First, we need to create a SQL Database within your Azure subscription.
- Go to your resource group > Create > search “SQL Database” > Create
- Choose specifications as shown.
- Go to your resource group > Create > search “SQL Database” > Create
Under Server, click “Create New” to create a new server. Enter the server details as below:
Choose the specifications for the server as shown below. Make sure to choose SQL authentication as the authentication method, and remember to note down the username and password, as you will need it later. Once you’re done, click okay, and choose the rest of the specifications for the database as described later.
Important: Under “Compute + Storage” for the database make sure to change the configuration to ’Basic’ to avoid large costs
Here are the remaining settings for the database:
Establish a connection with the database.
To get the URL to establish a connection with the database from the notebook, go to the SQL database resource in the Azure portal. Then go to Settings > Connection Strings > JDBC. Copy this Connection string URL which will be used to connect to the database from the notebook.
Next, add the following code to the notebook. URL be a variable containing the connection string you just copied from the portal.
from pyspark.sql import *
. url = “jdbc:sqlserver://blogsqlserverdemo.database.windows.net:{port_number};database={sql_database_name};user={your_username}@{sql_server_name};password={your_password};encrypt=true;trustServerCertificate=false;
hostNameInCertificate=*.database.windows.net;loginTimeout=30;”
Start a Spark Session and Convert the pandas dataframe to a Spark data frame.
spark = SparkSession.builder \
.master(“local[1]”) \
.appName(“SparkByExamples.com”) \
.getOrCreate()
sparkDF=spark.createDataFrame(park_pd)
sparkDF.show()
file = DataFrameWriter(sparkDF)
Add a Firewall rule to the SQL server.
We need to add a Firewall rule to allow public access of the server from the notebook.

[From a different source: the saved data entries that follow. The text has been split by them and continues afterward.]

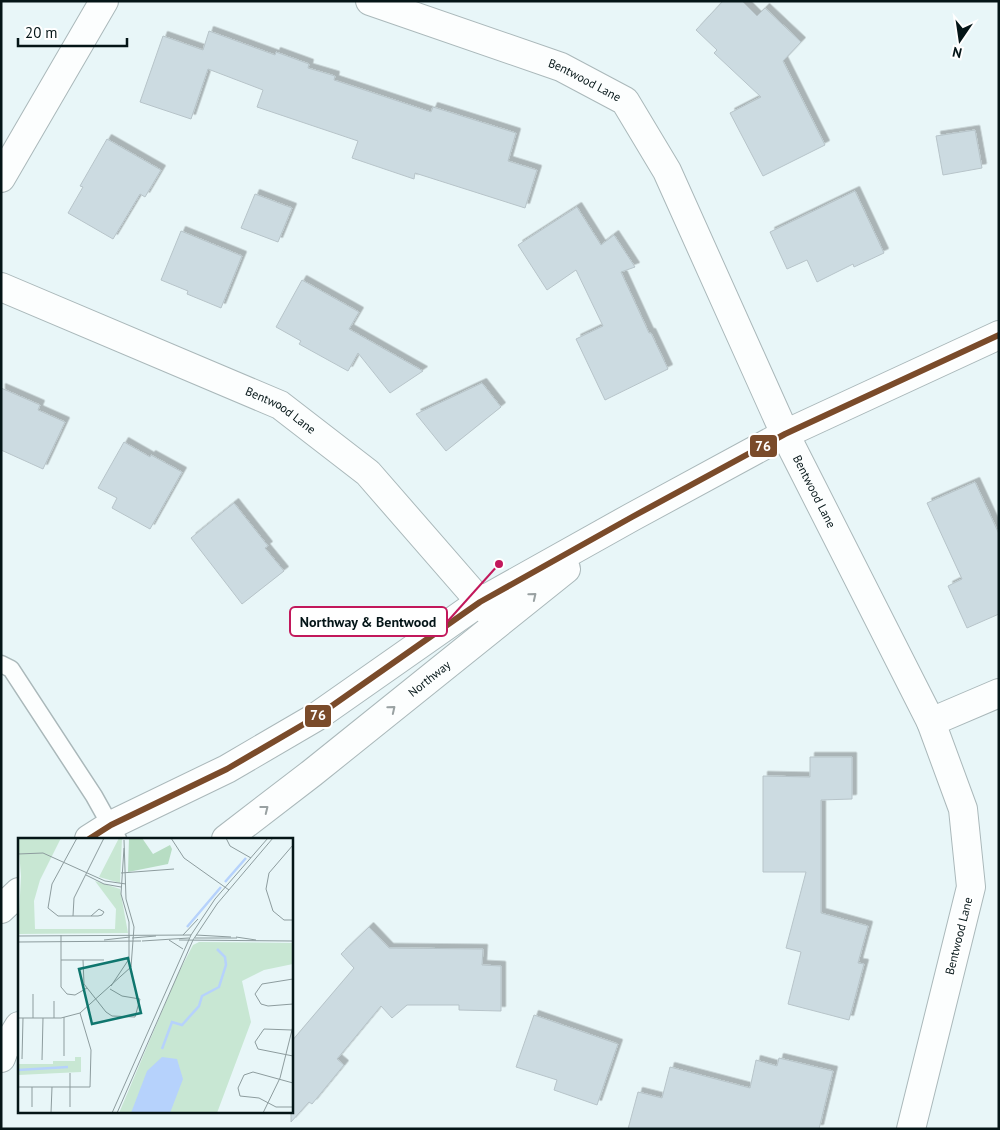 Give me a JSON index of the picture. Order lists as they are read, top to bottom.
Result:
{
  "streets": {
    "street": ["Bentwood Lane", "Northway"]
  },
  "crossings": [
    ["Bentwood Lane", "Northway"]
  ],
  "places": ["Northway & Bentwood"],
  "lines": ["transit line 76"],
  "scale_bar": "20 m",
  "north": "bottom"
} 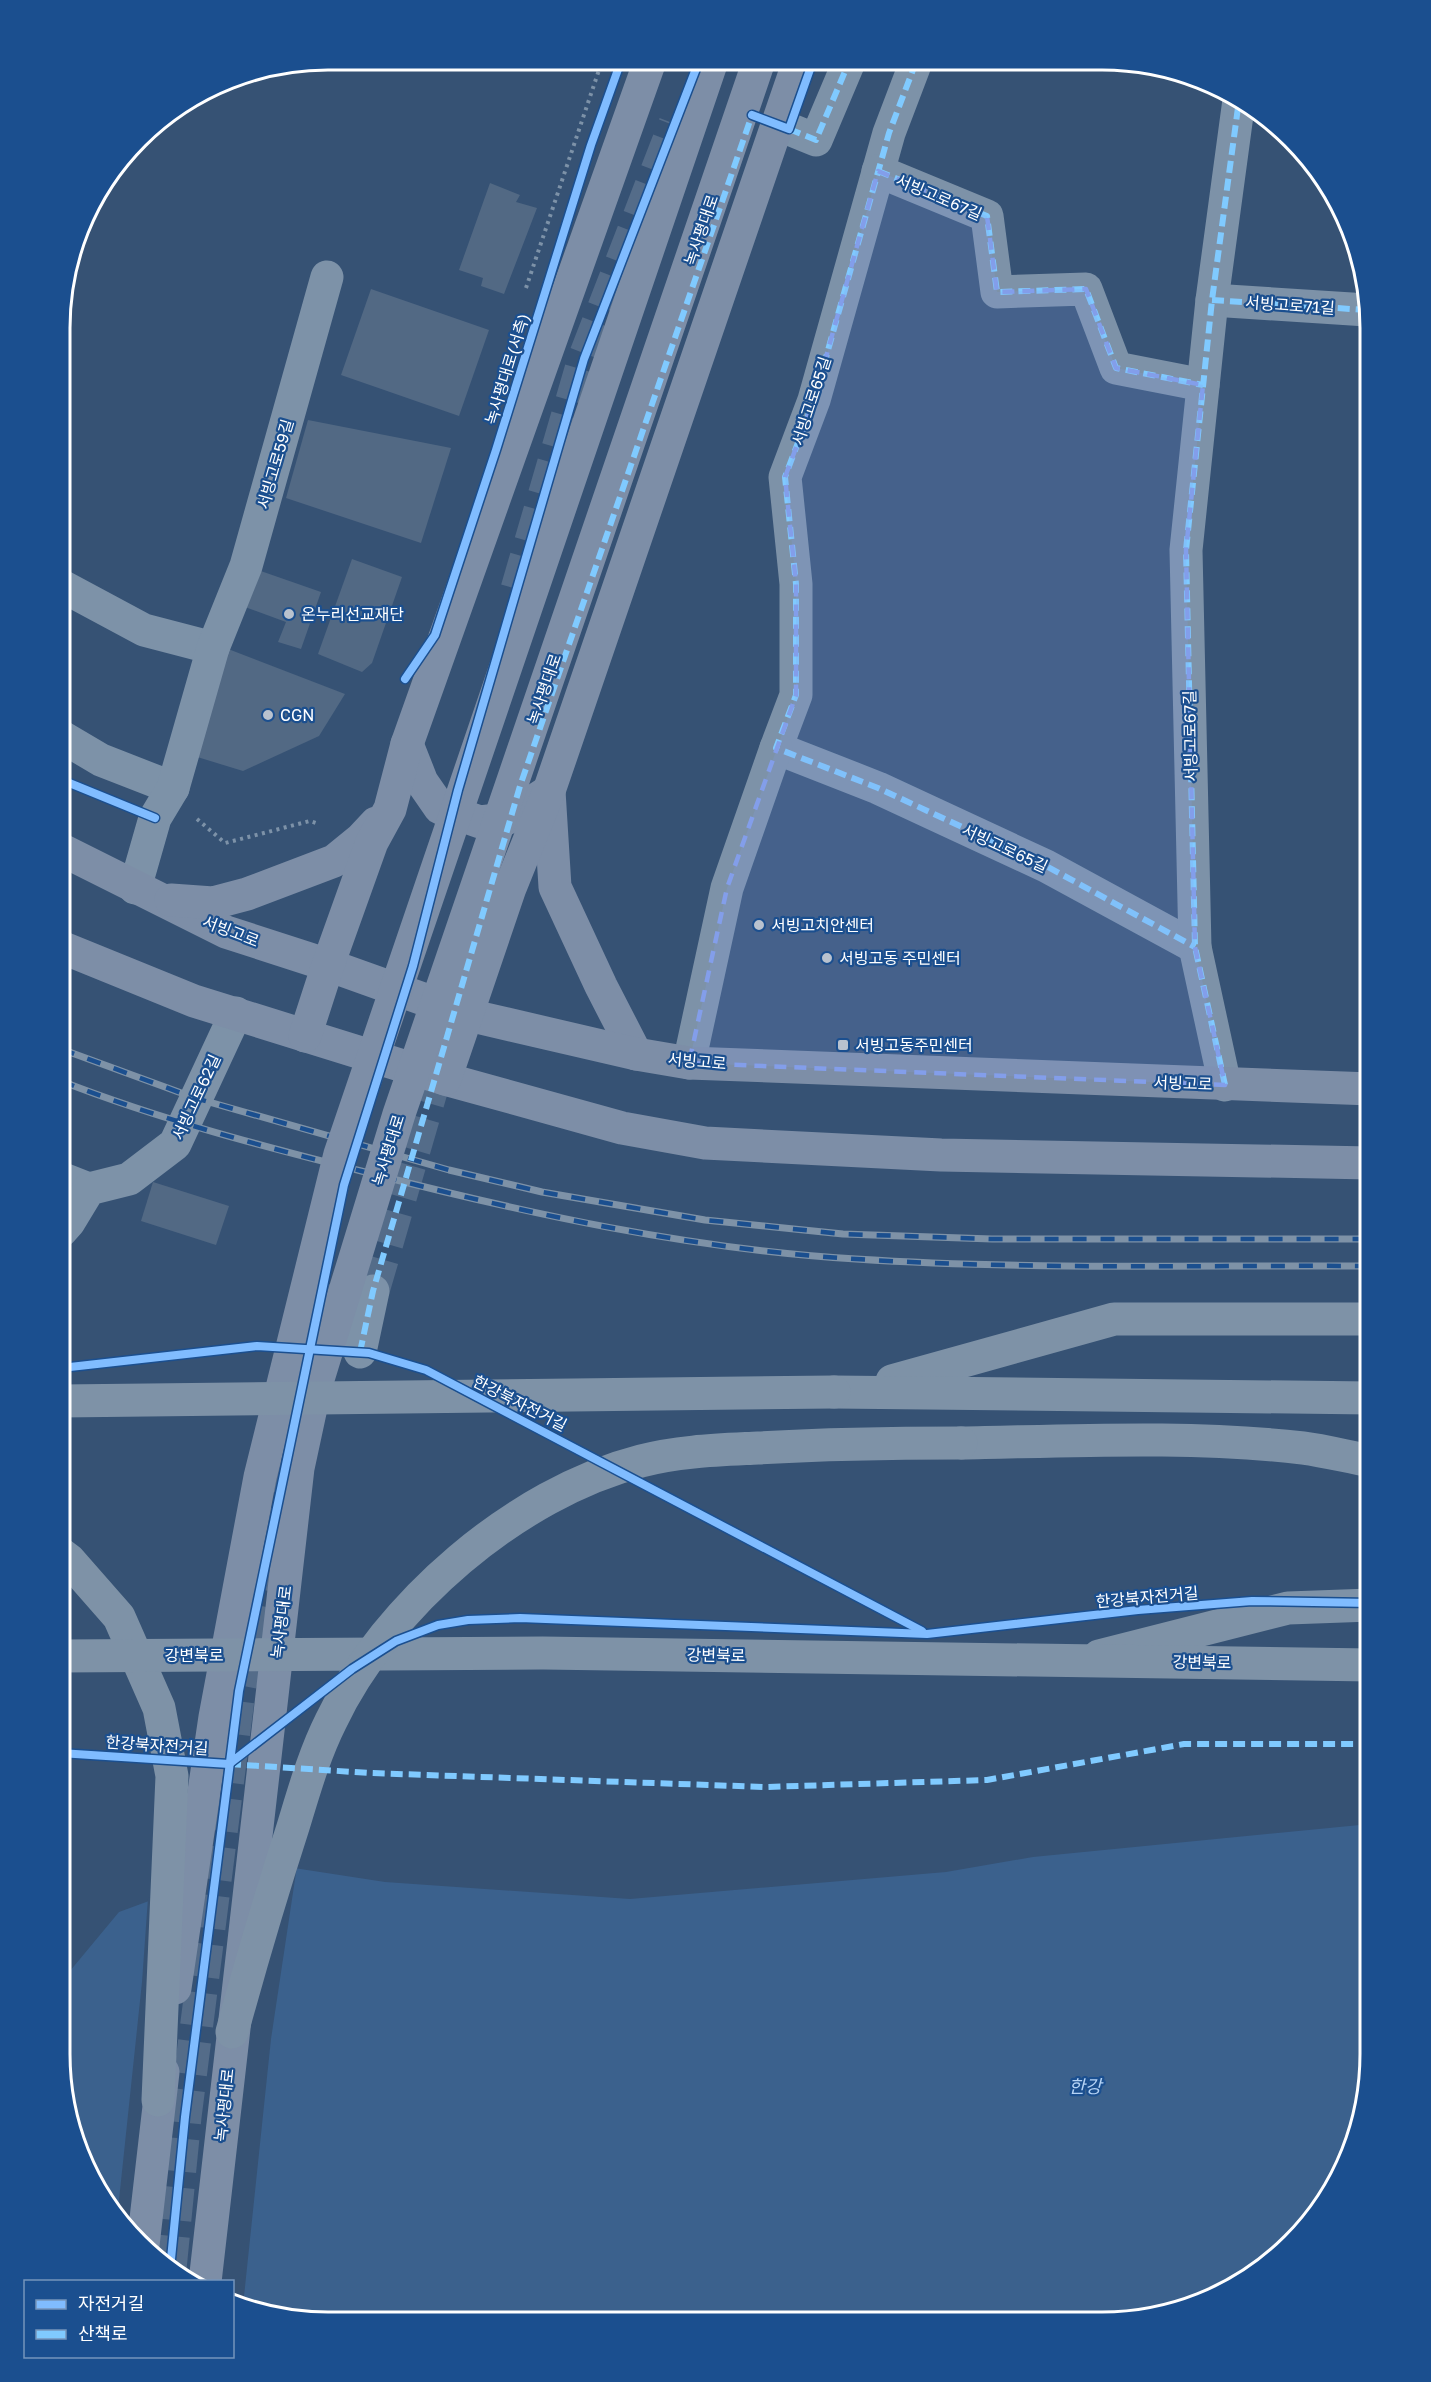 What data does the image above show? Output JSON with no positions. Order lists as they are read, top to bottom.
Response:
{
  "streets": {
    "highway": ["강변북로"],
    "main road": ["녹사평대로", "서빙고로"],
    "street": [
      "서빙고로67길",
      "서빙고로71길",
      "서빙고로65길",
      "서빙고로59길",
      "서빙고로62길"
    ],
    "cycle path": ["녹사평대로(서측)", "한강북자전거길"]
  },
  "crossings": [
    ["서빙고로67길", "서빙고로71길"],
    ["서빙고로67길", "서빙고로65길"],
    ["서빙고로67길", "서빙고로"],
    ["서빙고로65길", "서빙고로"],
    ["서빙고로59길", "서빙고로"]
  ],
  "water": ["한강"],
  "places": {
    "other": [
      "온누리선교재단",
      "CGN",
      "서빙고치안센터",
      "서빙고동 주민센터"
    ],
    "transit": ["서빙고동주민센터"]
  },
  "legend": ["자전거길", "산책로"]
}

Go to the SQL server resource > Security > Networking on the left panel.
Then, go to Public Access > Selected networks.
Under Firewall rules, click ‘Add a firewall rule.’ Give the rule any name and add your computer’s IP address. Finally, click save to save changes.
- Hint: if you don’t know your IP address:
Run the code from the next step in your notebook. This code attempts to write to the SQL database. It will give an error message as you have not added the firewall rule yet. However, the error message will contain the IP address. Once you have that, create the rule as explained before and then continue.
Write to SQL database.
Run the following code in the notebook (Here file is the DataFrameWriter object from earlier, and name_of_table is what you want the table to be called in the SQL database):
file.jdbc(url=url, table=”{name_of_table}”, mode=”overwrite”)
Check the SQL database to see if the table has been added.
Go to the SQL database resource > Query editor (preview). Then go to Tables and click on the dropdown. You should see a table with the name you gave it.
To look at the contents of the table, run the following query in the editor:
select * from {name_of_table}
Here is the preview of the data:
Conclusion
In this blog we have been able to demonstrate the ETL process using Azure Data Lake, Azure Data Bricks, and Azure SQL DB. All the services work well in conjunction with each other. We are able to load data into the Storage Account, perform any kind of transformations in DataBricks, and finally query the data the SQL DB. Eventually, this data can be used for a multitude of purposes, like creating Machine Learning models and visualisations in PowerBI. What makes Azure the perfect tool for this process is the fact that each service specialises in a different function (storing, cleaning, transforming and querying), and that each of the services can be used efficiently and intuitively with each other.